2. Increased Small Dense Low Density Lipoprotein (LDL) Cholesterol is a Better Heart Disease Risk Marker than Total LDL Cholesterol Elevated blood cholesterol levels have been identified as a major risk factor for heart disease. These elevations are usually due to increases in the low density lipoprotein or LDL cholesterol. ARS-funded researchers from Tufts University in Boston, MA have shown in the Framingham Offspring Study that a specific type of LDL, known as small dense LDL, is a better predictor of heart disease than is total LDL. Moreover these investigators have shown that increases in small dense LDL are related to markers of intestinal cholesterol overabsorption. These findings support the guidelines to restrict dietary cholesterol and animal fat in the diet for heart disease prevention.

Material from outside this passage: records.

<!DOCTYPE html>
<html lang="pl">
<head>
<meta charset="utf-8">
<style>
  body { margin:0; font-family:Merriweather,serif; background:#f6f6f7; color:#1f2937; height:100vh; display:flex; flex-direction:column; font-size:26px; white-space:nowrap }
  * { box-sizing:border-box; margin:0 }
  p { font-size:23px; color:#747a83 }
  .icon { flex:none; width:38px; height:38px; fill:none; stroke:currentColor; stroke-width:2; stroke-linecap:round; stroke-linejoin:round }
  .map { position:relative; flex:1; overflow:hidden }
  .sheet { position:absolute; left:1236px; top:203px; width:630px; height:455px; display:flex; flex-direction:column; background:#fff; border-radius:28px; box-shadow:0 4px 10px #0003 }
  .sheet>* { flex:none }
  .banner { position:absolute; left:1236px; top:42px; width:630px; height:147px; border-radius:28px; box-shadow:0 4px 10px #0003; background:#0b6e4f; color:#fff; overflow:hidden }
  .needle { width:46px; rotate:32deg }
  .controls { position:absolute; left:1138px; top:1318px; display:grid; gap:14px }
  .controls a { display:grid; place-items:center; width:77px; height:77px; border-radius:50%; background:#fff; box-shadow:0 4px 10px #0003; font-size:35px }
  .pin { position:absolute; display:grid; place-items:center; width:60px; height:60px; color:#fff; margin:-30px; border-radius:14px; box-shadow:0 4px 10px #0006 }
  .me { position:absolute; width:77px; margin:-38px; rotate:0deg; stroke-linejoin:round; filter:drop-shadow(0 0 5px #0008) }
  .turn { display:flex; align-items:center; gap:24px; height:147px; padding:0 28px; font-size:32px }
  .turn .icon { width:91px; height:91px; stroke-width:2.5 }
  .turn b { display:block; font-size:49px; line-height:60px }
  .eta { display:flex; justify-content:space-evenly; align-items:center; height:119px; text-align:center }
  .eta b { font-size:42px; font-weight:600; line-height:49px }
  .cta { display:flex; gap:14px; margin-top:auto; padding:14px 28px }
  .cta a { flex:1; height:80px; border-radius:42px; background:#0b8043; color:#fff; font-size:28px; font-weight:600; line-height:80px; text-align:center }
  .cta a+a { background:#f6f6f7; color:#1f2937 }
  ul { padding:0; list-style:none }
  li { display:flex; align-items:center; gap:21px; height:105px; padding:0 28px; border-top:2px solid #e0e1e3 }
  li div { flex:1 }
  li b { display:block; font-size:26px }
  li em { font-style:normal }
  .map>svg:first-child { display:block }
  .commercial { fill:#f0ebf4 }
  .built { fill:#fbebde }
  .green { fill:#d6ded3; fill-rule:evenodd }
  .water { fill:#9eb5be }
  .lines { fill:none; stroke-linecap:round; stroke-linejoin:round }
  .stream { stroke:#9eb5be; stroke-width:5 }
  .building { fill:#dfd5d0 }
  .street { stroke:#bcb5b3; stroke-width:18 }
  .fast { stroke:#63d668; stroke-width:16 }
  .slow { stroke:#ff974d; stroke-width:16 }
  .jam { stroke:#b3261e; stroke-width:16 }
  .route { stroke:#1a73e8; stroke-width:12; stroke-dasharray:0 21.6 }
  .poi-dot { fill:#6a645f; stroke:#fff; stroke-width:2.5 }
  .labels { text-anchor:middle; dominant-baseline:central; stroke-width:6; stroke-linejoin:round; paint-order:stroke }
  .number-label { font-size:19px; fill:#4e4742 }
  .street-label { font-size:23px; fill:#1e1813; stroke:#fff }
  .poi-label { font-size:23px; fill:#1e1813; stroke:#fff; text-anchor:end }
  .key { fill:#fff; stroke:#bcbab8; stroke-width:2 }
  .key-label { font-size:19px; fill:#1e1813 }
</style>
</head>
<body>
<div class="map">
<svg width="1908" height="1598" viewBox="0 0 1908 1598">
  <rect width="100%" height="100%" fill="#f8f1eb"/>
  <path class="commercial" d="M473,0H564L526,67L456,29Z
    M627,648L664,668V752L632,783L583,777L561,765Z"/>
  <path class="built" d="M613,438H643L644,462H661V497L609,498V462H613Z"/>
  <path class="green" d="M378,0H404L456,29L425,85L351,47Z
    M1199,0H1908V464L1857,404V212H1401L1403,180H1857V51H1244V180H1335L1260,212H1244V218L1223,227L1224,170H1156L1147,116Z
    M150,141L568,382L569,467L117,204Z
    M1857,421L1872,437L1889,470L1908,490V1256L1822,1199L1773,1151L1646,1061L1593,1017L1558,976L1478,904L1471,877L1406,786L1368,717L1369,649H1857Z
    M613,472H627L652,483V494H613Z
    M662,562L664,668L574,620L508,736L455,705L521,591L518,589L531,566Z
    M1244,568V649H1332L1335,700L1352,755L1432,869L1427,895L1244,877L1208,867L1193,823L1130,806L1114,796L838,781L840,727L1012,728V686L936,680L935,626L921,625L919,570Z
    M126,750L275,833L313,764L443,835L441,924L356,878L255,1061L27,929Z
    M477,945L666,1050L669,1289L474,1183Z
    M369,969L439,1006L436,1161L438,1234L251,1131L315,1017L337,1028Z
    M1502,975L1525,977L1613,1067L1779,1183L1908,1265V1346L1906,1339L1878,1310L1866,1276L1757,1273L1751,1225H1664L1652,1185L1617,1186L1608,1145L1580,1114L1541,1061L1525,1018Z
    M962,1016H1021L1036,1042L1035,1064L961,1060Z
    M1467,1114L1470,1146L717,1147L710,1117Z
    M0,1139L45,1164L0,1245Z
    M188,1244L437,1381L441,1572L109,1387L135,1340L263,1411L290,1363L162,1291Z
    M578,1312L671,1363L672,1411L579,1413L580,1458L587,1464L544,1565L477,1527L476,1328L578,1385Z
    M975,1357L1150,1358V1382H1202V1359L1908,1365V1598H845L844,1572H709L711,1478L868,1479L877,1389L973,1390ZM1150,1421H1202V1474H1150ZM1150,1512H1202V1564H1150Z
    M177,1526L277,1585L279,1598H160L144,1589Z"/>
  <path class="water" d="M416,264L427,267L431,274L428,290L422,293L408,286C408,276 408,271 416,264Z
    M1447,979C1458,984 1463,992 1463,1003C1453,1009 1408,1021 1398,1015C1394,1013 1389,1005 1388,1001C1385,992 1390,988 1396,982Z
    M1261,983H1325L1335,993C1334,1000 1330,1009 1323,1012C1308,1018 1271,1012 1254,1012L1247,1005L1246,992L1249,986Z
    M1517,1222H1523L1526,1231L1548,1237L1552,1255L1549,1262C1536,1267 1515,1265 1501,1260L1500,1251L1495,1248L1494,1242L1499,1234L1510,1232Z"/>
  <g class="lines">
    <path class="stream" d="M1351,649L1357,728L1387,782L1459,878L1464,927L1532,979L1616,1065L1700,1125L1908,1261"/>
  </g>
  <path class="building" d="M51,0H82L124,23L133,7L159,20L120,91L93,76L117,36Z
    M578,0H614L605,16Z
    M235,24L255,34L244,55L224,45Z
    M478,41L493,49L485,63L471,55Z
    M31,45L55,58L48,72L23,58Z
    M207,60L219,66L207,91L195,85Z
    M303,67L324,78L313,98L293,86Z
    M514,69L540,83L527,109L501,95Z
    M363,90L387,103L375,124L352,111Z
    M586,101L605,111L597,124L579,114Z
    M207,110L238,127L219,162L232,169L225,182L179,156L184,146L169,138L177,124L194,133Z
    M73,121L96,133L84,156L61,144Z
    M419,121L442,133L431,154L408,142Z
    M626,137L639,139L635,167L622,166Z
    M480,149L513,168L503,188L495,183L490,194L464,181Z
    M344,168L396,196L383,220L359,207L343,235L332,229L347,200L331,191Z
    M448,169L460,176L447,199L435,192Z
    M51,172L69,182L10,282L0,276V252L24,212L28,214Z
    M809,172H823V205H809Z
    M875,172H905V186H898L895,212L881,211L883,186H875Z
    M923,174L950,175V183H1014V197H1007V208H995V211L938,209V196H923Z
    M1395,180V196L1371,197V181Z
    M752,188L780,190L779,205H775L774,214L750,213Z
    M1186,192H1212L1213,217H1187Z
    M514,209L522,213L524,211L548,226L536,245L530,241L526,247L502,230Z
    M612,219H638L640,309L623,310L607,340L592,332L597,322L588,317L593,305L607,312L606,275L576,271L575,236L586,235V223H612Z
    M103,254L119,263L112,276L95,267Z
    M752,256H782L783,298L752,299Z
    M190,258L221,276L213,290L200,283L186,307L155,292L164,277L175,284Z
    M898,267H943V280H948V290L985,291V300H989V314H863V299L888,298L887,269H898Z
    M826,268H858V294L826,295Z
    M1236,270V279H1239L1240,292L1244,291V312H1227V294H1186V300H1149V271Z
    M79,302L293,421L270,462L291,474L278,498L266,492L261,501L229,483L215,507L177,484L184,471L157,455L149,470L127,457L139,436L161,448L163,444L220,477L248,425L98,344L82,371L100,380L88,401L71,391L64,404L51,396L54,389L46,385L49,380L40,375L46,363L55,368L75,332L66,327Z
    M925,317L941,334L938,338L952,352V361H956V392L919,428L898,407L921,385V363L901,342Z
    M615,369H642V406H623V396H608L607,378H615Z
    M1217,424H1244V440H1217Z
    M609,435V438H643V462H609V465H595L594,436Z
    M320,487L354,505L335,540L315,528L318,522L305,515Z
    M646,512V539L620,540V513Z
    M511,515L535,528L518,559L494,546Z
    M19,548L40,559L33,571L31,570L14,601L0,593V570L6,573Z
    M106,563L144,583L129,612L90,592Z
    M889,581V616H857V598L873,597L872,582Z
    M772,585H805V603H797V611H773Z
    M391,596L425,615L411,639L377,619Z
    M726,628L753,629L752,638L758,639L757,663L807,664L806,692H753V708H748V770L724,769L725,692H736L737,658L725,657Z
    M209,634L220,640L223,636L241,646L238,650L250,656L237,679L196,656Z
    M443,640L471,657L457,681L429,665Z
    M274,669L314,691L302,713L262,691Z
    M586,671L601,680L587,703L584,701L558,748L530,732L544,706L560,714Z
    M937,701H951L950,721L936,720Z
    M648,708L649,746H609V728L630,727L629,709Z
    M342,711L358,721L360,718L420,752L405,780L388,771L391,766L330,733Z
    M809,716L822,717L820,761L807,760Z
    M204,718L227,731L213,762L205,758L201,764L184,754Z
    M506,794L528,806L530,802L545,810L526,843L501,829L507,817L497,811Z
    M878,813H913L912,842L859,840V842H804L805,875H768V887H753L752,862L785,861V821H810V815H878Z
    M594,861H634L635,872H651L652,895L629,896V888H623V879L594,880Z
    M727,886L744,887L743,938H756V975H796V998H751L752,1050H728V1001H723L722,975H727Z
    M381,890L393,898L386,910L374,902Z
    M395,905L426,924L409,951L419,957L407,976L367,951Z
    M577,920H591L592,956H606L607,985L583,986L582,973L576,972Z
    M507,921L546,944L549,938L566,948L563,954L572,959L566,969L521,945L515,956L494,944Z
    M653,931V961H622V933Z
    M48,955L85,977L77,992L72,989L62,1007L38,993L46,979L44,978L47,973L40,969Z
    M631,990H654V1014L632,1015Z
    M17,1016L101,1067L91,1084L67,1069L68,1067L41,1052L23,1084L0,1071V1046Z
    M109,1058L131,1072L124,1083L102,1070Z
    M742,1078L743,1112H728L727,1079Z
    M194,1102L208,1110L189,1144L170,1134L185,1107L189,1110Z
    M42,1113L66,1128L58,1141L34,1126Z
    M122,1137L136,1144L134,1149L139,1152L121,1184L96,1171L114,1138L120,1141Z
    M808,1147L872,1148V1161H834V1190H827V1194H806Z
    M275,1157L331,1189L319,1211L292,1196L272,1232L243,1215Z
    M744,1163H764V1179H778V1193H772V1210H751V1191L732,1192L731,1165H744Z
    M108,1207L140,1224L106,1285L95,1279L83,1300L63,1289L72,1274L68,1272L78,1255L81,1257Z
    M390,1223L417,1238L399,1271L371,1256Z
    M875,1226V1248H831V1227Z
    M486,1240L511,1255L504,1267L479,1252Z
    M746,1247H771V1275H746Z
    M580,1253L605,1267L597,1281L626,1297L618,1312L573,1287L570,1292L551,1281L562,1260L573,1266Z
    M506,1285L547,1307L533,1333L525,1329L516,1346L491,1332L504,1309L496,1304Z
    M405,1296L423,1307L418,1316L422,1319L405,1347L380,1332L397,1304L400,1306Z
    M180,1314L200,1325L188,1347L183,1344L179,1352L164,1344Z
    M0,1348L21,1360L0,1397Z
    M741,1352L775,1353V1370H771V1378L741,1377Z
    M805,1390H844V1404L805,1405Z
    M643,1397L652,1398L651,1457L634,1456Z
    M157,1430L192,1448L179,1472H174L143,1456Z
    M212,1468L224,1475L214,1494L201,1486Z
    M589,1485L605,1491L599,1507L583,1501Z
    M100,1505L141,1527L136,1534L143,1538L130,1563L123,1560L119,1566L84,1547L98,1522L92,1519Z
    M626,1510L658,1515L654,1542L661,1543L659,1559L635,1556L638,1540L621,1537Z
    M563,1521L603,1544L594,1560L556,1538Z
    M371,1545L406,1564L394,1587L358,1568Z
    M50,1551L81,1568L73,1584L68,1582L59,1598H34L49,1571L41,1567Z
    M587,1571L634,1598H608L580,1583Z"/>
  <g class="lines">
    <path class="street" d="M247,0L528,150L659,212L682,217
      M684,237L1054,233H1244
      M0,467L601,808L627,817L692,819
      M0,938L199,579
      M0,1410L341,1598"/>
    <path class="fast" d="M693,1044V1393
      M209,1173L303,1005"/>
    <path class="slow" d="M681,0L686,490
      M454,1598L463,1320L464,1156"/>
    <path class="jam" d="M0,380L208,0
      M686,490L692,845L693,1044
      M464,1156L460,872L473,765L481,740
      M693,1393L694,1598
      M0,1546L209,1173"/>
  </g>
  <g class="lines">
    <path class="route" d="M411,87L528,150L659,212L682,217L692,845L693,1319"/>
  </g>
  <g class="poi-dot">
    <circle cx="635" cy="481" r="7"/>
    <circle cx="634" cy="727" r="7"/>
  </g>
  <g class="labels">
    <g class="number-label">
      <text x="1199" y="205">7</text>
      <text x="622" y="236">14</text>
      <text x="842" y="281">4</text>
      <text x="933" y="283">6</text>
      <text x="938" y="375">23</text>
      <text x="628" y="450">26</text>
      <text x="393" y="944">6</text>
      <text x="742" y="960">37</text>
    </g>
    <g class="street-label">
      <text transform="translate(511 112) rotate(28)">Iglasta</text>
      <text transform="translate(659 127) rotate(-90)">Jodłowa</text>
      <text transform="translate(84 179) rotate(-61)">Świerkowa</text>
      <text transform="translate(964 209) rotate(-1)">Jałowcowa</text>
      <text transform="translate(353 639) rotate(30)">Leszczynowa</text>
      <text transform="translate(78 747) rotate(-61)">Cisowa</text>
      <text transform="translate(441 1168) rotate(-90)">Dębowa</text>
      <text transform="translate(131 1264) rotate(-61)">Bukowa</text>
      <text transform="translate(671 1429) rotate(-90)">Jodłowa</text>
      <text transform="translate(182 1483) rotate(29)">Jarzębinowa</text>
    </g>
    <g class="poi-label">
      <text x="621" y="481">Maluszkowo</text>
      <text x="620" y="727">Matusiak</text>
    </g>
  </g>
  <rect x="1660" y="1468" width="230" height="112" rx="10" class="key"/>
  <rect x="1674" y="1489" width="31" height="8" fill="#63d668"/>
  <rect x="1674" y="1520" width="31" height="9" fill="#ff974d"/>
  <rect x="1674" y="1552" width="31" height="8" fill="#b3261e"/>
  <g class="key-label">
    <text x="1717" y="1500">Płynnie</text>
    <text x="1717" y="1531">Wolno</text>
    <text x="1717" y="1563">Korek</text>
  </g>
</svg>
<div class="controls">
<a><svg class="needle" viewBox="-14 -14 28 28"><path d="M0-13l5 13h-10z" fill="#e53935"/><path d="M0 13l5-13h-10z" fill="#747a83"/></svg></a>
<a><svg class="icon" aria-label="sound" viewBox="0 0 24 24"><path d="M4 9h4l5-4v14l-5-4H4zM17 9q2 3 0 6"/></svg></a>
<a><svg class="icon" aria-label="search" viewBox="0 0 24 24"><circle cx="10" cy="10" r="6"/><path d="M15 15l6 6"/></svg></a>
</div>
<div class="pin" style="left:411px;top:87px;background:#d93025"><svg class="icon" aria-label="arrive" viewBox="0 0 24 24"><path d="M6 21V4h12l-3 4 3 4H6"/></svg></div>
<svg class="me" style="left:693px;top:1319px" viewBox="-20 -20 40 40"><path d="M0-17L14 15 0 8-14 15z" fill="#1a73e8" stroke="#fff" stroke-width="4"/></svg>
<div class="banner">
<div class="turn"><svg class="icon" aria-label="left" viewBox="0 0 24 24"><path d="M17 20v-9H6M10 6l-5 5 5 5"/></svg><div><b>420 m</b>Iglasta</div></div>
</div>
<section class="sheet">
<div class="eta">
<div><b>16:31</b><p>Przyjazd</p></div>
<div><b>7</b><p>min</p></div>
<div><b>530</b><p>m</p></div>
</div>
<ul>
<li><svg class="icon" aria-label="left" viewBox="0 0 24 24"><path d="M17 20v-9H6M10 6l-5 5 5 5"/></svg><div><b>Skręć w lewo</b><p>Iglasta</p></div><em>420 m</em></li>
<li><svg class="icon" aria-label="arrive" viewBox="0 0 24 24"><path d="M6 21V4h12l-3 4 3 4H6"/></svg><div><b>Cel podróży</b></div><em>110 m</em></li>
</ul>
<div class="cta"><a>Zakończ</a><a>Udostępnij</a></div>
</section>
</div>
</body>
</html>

3. A High Fructose Diet Increases Heart Disease Risk Factors More than a High Glucose Diet ARS-funded researchers from Tufts University in Boston, MA, in collaboration with researchers from the University of California, Davis, have shown that dietary fructose at 25% of calories is much more likely to increase the blood triglyceride and small dense low density lipoprotein (LDL) cholesterol levels, and to lower levels of the high density lipoproteins (or good cholesterol) than is a diet containing 25% of calories as glucose. Not only have increased consumption of dietary animal fats and cholesterol been linked to heart disease, but so has increased intake of refined carbohydrate (especially table sugar and high fructose corn syrup). Moreover the high fructose diet also increased the risk of developing diabetes, and promoted excess fat deposition in the abdomen. These findings support the guidelines to reduce heart disease risk by restricting sugars especially table sugar and high fructose corn syrup, which both contain about 50% of carbohydrate as fructose.